Let me list a few of the island nations.

Vanuatu, located near Hawaii; San Tomé and

Principe, located very near Nigeria; the Falkland

Islands, very far south along the coast of southern

Argentina, with a population under 3,000; the

Andaman Islands; the Maldives; the Seychelles;

and Malta and Iceland.

Small nations that are perforce very nationalistic

are, among others, all the Scandinavian nations.

Micro states include Vatican City; San Marino;

Liechtenstein and Monaco. This is not a complete

list, nor is it meant to be.

What I mean to convey is the following: all

micro states are subject to pressure from large

states, and many must, in order to forestall

invasion, cooperate with the larger nation. I shall

mention two cases, that of San Tomé and that of

Finland.

At the time when amazingly large deposits of

the purest oil were discovered in Nigeria, some

few decades ago, it was also found in the waters

off San Tomé and Principe. Now, Nigeria is the

most populous nation in Africa, with over 100

million residents. The two islands have a sparse

population and thus the per capita worth of their

o i l

reserves are worth many many

times what Nigeria’s

population would

receive. The

only way to

forestall a

takeover

of their

state

was to

cooperate with its enormous neighbor, since

Nigeria had the power to take over the islands

without difficulty. So they agreed to split the

proceeds with their much larger neighbor, in an

exercise of practical wisdom.

Finland’s case is even better known. In 1940,

with war in the air, Stalin demanded the right to

build a vast naval station on Finland, across the

Bay of Finland. The Finns refused, citing national

sovereignty, but it availed little, since the USSR

was so much larger a nation-state.

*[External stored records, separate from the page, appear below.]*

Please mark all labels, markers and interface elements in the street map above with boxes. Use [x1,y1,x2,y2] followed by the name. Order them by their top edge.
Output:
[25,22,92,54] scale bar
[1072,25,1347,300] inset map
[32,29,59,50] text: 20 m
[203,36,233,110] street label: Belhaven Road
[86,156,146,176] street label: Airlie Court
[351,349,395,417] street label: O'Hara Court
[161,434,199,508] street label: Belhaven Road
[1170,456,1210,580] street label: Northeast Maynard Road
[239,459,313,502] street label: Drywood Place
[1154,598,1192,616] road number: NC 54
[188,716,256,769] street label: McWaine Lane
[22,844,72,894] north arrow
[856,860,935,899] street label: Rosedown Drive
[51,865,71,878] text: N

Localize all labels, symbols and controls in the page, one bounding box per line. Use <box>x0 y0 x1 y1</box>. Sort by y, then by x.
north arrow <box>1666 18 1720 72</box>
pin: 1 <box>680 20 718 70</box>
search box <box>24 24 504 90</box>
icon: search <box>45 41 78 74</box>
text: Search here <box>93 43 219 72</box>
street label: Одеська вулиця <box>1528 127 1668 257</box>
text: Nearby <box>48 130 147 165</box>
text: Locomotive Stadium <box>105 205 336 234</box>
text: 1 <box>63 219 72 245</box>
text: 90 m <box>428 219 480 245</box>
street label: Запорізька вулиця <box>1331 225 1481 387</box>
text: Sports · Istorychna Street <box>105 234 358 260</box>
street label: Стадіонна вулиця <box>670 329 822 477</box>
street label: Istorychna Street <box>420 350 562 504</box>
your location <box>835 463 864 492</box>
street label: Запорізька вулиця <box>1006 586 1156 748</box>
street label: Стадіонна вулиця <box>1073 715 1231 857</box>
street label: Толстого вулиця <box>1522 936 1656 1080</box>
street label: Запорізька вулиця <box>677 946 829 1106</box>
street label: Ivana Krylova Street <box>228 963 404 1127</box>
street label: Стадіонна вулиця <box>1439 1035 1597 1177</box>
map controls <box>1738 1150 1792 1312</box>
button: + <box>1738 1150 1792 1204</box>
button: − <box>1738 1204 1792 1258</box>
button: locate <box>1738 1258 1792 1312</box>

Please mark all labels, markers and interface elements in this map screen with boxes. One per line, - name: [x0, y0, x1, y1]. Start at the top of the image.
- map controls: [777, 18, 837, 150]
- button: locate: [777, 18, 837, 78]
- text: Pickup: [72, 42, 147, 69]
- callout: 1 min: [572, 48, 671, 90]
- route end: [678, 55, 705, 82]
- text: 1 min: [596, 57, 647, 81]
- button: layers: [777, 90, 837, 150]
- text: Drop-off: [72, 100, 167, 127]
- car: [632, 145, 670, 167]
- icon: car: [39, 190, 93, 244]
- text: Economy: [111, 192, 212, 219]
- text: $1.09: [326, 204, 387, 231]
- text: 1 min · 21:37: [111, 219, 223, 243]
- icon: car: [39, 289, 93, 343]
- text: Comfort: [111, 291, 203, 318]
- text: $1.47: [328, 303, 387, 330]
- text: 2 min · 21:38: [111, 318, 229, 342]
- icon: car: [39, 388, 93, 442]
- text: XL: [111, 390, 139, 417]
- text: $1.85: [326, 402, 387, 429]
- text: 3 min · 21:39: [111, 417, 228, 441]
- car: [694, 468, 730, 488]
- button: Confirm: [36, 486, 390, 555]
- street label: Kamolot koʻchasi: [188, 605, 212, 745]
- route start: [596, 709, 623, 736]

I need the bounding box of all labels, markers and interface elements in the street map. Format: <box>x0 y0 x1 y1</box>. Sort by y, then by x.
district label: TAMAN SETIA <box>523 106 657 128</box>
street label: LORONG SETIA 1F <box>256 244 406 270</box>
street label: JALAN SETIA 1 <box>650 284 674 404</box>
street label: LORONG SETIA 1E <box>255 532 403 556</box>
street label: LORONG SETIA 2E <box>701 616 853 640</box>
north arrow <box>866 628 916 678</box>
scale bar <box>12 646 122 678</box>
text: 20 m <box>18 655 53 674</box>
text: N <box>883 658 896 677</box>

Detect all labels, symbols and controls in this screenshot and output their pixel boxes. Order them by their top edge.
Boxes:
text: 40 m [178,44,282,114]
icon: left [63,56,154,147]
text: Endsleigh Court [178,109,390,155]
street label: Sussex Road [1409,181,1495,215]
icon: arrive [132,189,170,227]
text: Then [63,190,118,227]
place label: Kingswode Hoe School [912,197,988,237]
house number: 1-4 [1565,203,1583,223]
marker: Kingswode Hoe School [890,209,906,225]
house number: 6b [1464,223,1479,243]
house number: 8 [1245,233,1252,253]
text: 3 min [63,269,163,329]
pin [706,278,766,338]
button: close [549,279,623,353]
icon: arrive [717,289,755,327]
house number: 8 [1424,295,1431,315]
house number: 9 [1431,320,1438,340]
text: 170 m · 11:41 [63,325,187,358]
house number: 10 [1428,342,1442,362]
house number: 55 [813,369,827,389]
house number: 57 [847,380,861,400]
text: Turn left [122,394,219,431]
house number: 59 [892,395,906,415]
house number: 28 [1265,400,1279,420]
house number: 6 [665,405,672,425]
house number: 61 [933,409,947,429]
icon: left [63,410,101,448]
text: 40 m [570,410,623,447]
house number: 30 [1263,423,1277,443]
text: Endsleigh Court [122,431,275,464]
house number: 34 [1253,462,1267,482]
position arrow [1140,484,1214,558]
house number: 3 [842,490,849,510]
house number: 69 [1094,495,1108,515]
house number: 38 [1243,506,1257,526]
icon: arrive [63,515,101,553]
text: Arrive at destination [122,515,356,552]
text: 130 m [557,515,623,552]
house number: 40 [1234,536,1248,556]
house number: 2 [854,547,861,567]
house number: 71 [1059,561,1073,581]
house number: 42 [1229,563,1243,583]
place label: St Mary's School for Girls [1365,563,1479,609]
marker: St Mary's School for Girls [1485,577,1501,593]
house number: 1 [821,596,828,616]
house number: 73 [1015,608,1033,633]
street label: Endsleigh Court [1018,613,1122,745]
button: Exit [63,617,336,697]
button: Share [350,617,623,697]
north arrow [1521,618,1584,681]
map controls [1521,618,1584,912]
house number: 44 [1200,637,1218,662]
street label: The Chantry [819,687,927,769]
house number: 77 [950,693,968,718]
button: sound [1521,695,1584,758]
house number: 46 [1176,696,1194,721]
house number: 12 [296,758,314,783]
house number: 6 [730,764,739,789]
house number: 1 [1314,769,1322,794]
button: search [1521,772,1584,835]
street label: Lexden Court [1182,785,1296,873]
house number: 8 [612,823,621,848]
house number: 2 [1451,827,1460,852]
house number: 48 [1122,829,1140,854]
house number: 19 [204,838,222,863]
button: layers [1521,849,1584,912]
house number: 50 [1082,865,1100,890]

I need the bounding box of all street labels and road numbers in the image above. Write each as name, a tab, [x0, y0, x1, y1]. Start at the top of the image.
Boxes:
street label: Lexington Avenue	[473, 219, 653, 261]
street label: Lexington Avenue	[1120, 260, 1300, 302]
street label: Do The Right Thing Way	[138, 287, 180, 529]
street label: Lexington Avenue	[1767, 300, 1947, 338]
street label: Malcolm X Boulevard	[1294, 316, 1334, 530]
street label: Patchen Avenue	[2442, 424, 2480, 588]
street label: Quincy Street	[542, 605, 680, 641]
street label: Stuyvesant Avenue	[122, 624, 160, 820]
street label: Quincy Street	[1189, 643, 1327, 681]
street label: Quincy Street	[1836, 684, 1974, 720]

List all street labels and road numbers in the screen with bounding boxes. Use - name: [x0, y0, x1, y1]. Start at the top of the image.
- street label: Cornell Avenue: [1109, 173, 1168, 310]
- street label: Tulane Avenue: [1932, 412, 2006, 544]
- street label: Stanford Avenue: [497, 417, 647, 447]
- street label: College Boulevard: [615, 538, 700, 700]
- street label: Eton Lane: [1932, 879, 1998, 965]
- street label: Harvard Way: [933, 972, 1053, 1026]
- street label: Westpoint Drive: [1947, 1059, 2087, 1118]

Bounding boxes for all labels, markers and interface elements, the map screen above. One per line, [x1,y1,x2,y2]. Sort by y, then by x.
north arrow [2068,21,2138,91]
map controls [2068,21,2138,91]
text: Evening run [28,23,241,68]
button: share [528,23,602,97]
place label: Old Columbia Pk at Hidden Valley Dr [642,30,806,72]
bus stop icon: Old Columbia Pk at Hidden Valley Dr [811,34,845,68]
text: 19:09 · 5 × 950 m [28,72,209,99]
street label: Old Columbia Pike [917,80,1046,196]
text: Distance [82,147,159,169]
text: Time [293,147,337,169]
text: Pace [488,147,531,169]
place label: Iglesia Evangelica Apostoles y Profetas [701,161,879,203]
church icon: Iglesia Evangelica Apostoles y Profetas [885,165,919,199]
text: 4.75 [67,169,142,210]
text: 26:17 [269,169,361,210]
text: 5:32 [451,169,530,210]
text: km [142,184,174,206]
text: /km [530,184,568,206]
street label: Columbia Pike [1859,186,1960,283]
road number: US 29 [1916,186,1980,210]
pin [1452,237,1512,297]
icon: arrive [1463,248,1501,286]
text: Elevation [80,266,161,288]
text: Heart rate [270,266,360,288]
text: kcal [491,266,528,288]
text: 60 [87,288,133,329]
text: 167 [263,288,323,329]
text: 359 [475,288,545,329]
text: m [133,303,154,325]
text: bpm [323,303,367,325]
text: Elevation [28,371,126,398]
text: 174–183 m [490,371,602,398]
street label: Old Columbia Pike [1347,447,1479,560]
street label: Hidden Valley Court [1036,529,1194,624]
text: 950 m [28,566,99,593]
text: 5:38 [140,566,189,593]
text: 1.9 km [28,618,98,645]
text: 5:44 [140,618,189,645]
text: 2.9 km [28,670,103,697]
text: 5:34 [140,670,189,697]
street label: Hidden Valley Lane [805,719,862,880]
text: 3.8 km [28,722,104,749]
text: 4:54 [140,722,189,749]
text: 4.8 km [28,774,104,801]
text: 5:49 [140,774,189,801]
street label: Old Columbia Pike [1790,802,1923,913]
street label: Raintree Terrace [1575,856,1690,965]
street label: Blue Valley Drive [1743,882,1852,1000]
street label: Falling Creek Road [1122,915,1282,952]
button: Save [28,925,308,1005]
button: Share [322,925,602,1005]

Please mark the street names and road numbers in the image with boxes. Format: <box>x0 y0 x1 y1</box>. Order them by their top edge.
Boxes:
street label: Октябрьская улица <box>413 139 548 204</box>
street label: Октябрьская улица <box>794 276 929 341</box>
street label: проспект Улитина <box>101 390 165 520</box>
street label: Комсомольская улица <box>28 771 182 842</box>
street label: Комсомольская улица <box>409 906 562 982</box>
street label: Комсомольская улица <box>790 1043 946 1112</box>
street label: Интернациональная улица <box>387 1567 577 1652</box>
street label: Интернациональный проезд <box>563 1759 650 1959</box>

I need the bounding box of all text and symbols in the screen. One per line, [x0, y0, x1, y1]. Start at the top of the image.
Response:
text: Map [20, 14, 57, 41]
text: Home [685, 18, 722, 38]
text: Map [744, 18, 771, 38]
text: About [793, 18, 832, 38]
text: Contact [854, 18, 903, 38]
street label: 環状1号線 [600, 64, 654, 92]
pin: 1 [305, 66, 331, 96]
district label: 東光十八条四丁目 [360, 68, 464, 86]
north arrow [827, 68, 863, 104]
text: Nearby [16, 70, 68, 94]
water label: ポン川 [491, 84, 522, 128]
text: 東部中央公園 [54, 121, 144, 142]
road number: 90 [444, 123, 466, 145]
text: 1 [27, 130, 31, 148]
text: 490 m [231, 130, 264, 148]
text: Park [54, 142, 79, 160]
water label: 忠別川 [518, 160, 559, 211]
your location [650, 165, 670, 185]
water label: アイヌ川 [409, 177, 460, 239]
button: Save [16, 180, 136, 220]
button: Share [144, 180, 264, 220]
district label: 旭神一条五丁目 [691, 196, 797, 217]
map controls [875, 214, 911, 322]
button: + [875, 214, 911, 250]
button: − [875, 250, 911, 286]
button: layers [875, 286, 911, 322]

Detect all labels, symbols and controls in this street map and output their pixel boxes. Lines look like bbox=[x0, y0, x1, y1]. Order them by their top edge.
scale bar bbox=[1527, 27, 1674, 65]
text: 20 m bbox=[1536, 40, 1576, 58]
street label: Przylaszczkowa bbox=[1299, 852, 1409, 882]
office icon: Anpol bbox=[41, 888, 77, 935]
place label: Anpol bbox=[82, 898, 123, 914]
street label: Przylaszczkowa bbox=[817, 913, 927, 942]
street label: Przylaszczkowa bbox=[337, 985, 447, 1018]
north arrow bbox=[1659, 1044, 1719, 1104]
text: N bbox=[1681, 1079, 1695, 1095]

The Finns

resisted doughtily, but the Soviets won the war

and got their naval station.

In fact, if Stalin had not decapitated the officer

corps of the Soviet Army in the years before this

invasion, the war would have probably gone better

for the Russians.

A similar example could be the wars that the

USA waged against Mexico, the result of which

was not only the expansion to the Pacific all

Americans thought was their right, but also a great

boon to the slaveocracy of the Southern states.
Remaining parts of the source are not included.